O moderador sublinhou assim que o não pagamento pontual é um problema que vai muito além do impacto financeiro, sendo também causa de despedimentos, dificuldades nas famílias e bloqueio do crescimento económico. Para Jorge Líbano Monteiro, o cumprimento dos prazos de pagamento “é uma responsabilidade social básica das empresas”.
Com este enquadramento, deu início à ronda de intervenções, começando por questionar Patrícia Liz sobre a relação entre a ACEGE e a defesa do cumprimento dos prazos de pagamento.
Patrícia Liz: “Não pagar a horas é um sinal de fragilidade económica e falta de ética”
Respondendo à pergunta que deu o mote à mesa-redonda, que versou sobre a ligação entre a ACEGE e este tema, Patrícia Liz afirmou: “Eu diria que tem tudo a ver”. A presidente da ACEGE explicou que os valores defendidos pela ACEGE — “verdade, ética empresarial e compromisso com o bem comum” — implicam práticas concretas como garantir o pagamento atempado aos fornecedores, essencial para o bom funcionamento da economia e para a prosperidade das famílias através das empresas.
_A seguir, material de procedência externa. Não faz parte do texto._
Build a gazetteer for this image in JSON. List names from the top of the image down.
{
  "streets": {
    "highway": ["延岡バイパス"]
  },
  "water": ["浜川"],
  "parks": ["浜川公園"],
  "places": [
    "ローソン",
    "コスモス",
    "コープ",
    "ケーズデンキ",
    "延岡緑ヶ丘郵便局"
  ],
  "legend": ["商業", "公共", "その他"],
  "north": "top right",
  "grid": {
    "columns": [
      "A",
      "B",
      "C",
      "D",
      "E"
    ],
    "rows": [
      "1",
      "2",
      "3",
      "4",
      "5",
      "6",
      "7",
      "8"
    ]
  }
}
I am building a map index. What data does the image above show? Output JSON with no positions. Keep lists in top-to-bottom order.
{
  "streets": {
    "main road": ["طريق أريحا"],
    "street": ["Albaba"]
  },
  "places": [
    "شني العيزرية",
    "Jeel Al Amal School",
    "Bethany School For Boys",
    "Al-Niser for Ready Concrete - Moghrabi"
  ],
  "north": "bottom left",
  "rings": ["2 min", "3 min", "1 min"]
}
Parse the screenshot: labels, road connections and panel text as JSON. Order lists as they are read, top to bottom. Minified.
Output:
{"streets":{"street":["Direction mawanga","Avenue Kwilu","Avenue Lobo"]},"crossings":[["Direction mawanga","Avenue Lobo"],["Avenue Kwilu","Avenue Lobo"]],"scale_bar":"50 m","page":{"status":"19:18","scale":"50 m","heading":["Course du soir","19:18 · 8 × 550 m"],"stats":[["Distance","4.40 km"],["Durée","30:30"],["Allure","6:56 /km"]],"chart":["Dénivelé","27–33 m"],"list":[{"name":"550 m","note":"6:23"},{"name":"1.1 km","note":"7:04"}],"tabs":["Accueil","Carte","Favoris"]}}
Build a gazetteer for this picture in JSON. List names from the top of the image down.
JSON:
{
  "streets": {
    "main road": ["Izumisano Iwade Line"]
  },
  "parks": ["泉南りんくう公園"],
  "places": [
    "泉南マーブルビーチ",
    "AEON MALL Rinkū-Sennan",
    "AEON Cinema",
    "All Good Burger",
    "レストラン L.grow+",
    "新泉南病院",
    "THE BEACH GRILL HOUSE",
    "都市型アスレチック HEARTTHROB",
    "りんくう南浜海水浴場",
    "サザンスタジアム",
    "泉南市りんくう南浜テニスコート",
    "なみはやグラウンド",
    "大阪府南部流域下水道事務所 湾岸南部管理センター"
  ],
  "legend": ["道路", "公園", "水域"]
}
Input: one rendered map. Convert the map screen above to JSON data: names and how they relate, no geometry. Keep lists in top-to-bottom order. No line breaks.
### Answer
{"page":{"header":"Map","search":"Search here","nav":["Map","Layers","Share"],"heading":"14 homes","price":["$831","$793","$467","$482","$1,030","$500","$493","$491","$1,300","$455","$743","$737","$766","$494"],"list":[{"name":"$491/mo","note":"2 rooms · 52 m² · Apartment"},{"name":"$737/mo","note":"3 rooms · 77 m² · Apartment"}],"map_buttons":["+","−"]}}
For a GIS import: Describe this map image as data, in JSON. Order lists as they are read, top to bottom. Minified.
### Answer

A presidente da ACEGE destacou que a obrigação de pagar a horas deve ser encarada com a mesma importância que a de “prestar um bom serviço” ou “vender um bom produto”, mas lamentou que “esta mentalidade ainda não está verdadeiramente enraizada entre nós”, sublinhando também que, apesar de ser do conhecimento geral de que é necessário pagar a horas, “nos últimos 25 anos temos observado um enorme relaxamento sobre os valores de compromisso relativamente ao que é a nossa obrigação de pagar porque recebemos algo”.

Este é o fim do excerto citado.